__Task to complete__. Take the material below from its first line through the line containing "Annotation task. Summarize" and, please, write those lines again exactly.

::::::

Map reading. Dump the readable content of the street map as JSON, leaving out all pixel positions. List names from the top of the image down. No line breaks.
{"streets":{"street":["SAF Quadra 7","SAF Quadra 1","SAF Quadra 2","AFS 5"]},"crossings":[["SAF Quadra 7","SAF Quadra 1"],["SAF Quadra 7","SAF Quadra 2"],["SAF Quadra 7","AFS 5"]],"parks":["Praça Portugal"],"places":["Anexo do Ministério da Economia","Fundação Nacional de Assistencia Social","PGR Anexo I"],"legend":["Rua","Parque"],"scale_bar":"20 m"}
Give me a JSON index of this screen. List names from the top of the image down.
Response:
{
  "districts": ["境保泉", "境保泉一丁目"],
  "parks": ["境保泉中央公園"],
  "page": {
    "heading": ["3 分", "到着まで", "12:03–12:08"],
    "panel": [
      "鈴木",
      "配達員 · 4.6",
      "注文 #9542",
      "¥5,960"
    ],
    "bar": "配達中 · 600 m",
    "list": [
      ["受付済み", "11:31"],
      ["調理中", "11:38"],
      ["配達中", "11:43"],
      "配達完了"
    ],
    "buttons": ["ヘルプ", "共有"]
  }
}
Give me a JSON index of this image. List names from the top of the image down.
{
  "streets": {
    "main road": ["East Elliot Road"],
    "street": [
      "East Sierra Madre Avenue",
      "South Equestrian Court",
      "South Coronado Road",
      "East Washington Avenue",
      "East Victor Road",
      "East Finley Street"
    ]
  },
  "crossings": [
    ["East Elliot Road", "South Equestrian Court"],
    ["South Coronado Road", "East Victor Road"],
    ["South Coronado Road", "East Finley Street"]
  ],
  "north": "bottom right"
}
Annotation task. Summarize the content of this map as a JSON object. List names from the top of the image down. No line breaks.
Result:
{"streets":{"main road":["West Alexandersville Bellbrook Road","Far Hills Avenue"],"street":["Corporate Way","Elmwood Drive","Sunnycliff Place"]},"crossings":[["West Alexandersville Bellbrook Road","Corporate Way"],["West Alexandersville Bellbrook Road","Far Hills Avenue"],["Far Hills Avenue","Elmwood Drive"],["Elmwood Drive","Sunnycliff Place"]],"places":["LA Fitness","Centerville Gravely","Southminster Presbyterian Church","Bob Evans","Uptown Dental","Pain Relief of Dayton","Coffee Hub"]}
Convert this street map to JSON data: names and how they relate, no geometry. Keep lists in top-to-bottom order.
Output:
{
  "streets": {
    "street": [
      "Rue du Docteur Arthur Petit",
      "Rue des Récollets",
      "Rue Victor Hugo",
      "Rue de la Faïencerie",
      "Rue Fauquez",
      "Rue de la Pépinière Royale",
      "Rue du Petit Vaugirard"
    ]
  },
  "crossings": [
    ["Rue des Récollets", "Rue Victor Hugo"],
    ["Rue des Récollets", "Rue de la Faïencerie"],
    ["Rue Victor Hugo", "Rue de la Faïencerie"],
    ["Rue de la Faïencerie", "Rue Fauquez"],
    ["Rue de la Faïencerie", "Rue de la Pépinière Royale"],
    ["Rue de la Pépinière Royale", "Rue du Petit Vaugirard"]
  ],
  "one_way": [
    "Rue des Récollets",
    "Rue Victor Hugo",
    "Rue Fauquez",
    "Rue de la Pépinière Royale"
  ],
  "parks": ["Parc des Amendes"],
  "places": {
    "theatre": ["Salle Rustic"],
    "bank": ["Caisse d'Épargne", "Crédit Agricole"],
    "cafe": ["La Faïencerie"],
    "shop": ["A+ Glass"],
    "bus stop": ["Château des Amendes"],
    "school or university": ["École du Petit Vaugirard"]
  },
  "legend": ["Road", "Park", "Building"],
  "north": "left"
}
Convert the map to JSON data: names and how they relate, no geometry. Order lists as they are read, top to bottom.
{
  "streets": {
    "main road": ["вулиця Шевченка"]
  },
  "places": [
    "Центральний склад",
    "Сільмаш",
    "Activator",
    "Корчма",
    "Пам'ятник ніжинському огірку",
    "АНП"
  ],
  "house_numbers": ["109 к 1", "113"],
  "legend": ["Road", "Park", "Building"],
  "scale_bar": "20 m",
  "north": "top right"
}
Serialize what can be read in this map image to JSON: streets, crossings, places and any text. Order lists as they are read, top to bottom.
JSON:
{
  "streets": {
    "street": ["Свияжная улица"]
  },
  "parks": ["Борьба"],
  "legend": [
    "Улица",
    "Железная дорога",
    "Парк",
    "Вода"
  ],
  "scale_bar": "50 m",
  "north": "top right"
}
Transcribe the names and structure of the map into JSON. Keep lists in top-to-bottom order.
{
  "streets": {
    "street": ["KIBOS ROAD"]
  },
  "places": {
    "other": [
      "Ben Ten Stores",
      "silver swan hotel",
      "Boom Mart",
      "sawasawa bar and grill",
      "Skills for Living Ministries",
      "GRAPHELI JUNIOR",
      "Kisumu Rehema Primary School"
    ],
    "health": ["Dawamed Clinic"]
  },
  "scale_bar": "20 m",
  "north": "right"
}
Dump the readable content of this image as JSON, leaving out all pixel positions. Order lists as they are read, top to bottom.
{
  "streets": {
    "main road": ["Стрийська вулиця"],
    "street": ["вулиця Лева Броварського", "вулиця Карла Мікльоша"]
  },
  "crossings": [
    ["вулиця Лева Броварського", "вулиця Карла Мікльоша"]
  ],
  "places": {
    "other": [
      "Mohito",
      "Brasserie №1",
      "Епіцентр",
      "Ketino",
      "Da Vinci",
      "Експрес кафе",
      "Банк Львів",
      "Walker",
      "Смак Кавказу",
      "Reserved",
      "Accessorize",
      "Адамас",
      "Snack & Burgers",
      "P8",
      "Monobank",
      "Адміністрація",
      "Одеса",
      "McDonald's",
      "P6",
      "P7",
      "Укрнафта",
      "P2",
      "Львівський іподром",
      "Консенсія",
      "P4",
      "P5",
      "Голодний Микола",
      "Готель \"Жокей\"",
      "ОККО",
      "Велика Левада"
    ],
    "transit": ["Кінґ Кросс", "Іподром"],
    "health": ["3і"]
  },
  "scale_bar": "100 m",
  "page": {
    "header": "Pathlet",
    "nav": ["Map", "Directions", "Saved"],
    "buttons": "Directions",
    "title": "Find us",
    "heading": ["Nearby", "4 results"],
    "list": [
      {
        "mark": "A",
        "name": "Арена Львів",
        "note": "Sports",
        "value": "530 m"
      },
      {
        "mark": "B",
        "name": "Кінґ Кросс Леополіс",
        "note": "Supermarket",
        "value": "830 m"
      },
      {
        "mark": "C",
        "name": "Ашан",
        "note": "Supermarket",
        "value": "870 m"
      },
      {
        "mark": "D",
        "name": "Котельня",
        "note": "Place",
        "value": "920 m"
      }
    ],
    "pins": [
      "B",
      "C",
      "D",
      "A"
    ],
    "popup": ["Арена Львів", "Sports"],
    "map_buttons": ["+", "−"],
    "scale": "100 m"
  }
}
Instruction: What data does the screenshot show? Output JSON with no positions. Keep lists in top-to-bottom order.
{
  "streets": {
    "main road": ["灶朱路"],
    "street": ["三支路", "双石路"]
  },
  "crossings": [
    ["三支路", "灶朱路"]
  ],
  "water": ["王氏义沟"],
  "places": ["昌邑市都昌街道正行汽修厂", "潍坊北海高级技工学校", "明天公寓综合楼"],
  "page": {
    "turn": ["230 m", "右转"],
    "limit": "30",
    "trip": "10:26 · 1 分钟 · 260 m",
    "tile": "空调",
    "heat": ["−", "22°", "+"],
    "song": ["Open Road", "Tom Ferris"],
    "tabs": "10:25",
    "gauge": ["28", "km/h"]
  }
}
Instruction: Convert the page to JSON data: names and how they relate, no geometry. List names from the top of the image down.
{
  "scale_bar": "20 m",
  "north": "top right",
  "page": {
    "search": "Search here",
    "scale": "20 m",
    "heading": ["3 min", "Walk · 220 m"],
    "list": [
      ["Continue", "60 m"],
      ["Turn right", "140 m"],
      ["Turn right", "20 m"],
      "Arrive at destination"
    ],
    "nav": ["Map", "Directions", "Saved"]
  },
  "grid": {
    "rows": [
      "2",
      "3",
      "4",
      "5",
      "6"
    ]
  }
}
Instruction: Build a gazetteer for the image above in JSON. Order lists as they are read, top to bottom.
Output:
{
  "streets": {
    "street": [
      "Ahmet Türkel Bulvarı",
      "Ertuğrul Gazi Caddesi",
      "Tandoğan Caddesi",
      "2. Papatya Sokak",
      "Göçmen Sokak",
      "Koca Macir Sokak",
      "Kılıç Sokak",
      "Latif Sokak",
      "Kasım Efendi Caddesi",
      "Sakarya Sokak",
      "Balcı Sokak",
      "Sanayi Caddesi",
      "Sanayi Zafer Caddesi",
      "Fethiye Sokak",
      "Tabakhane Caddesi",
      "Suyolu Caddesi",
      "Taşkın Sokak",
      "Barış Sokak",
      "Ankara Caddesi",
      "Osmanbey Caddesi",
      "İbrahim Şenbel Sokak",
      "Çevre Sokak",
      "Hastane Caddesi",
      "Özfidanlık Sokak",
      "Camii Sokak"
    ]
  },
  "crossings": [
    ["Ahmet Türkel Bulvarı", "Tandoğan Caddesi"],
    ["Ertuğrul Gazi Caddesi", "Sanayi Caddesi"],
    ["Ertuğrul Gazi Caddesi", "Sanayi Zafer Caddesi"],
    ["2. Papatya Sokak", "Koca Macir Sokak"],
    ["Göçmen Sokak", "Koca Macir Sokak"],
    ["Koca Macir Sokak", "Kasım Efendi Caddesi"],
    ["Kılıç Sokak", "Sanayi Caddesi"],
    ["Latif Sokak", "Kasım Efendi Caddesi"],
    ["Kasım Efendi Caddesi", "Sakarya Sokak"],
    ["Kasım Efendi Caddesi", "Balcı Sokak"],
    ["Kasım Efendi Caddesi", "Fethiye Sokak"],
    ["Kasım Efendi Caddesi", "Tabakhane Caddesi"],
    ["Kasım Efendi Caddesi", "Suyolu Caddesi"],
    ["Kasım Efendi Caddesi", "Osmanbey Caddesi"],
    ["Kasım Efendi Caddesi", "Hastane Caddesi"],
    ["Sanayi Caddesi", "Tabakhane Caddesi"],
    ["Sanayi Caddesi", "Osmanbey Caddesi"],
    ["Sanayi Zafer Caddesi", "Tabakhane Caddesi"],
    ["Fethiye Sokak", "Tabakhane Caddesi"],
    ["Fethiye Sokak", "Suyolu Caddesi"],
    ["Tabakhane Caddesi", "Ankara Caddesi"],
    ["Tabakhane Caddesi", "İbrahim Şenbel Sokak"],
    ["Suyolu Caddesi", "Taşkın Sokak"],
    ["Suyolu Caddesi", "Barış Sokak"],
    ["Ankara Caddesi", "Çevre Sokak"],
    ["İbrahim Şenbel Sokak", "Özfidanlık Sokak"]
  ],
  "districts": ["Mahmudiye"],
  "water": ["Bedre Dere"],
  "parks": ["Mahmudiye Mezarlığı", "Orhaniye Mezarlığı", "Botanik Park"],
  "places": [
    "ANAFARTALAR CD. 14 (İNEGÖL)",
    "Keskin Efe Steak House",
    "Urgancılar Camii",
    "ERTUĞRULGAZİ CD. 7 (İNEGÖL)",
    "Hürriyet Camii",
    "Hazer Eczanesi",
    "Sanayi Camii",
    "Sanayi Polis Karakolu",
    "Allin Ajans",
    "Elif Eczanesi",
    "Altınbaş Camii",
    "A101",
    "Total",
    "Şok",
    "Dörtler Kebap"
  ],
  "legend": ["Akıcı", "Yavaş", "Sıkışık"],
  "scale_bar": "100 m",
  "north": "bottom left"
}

::::::

__Output for this task__.
Map reading. Dump the readable content of the street map as JSON, leaving out all pixel positions. List names from the top of the image down. No line breaks.
{"streets":{"street":["SAF Quadra 7","SAF Quadra 1","SAF Quadra 2","AFS 5"]},"crossings":[["SAF Quadra 7","SAF Quadra 1"],["SAF Quadra 7","SAF Quadra 2"],["SAF Quadra 7","AFS 5"]],"parks":["Praça Portugal"],"places":["Anexo do Ministério da Economia","Fundação Nacional de Assistencia Social","PGR Anexo I"],"legend":["Rua","Parque"],"scale_bar":"20 m"}
Give me a JSON index of this screen. List names from the top of the image down.
Response:
{
  "districts": ["境保泉", "境保泉一丁目"],
  "parks": ["境保泉中央公園"],
  "page": {
    "heading": ["3 分", "到着まで", "12:03–12:08"],
    "panel": [
      "鈴木",
      "配達員 · 4.6",
      "注文 #9542",
      "¥5,960"
    ],
    "bar": "配達中 · 600 m",
    "list": [
      ["受付済み", "11:31"],
      ["調理中", "11:38"],
      ["配達中", "11:43"],
      "配達完了"
    ],
    "buttons": ["ヘルプ", "共有"]
  }
}
Give me a JSON index of this image. List names from the top of the image down.
{
  "streets": {
    "main road": ["East Elliot Road"],
    "street": [
      "East Sierra Madre Avenue",
      "South Equestrian Court",
      "South Coronado Road",
      "East Washington Avenue",
      "East Victor Road",
      "East Finley Street"
    ]
  },
  "crossings": [
    ["East Elliot Road", "South Equestrian Court"],
    ["South Coronado Road", "East Victor Road"],
    ["South Coronado Road", "East Finley Street"]
  ],
  "north": "bottom right"
}
Annotation task. Summarize the content of this map as a JSON object. List names from the top of the image down. No line breaks.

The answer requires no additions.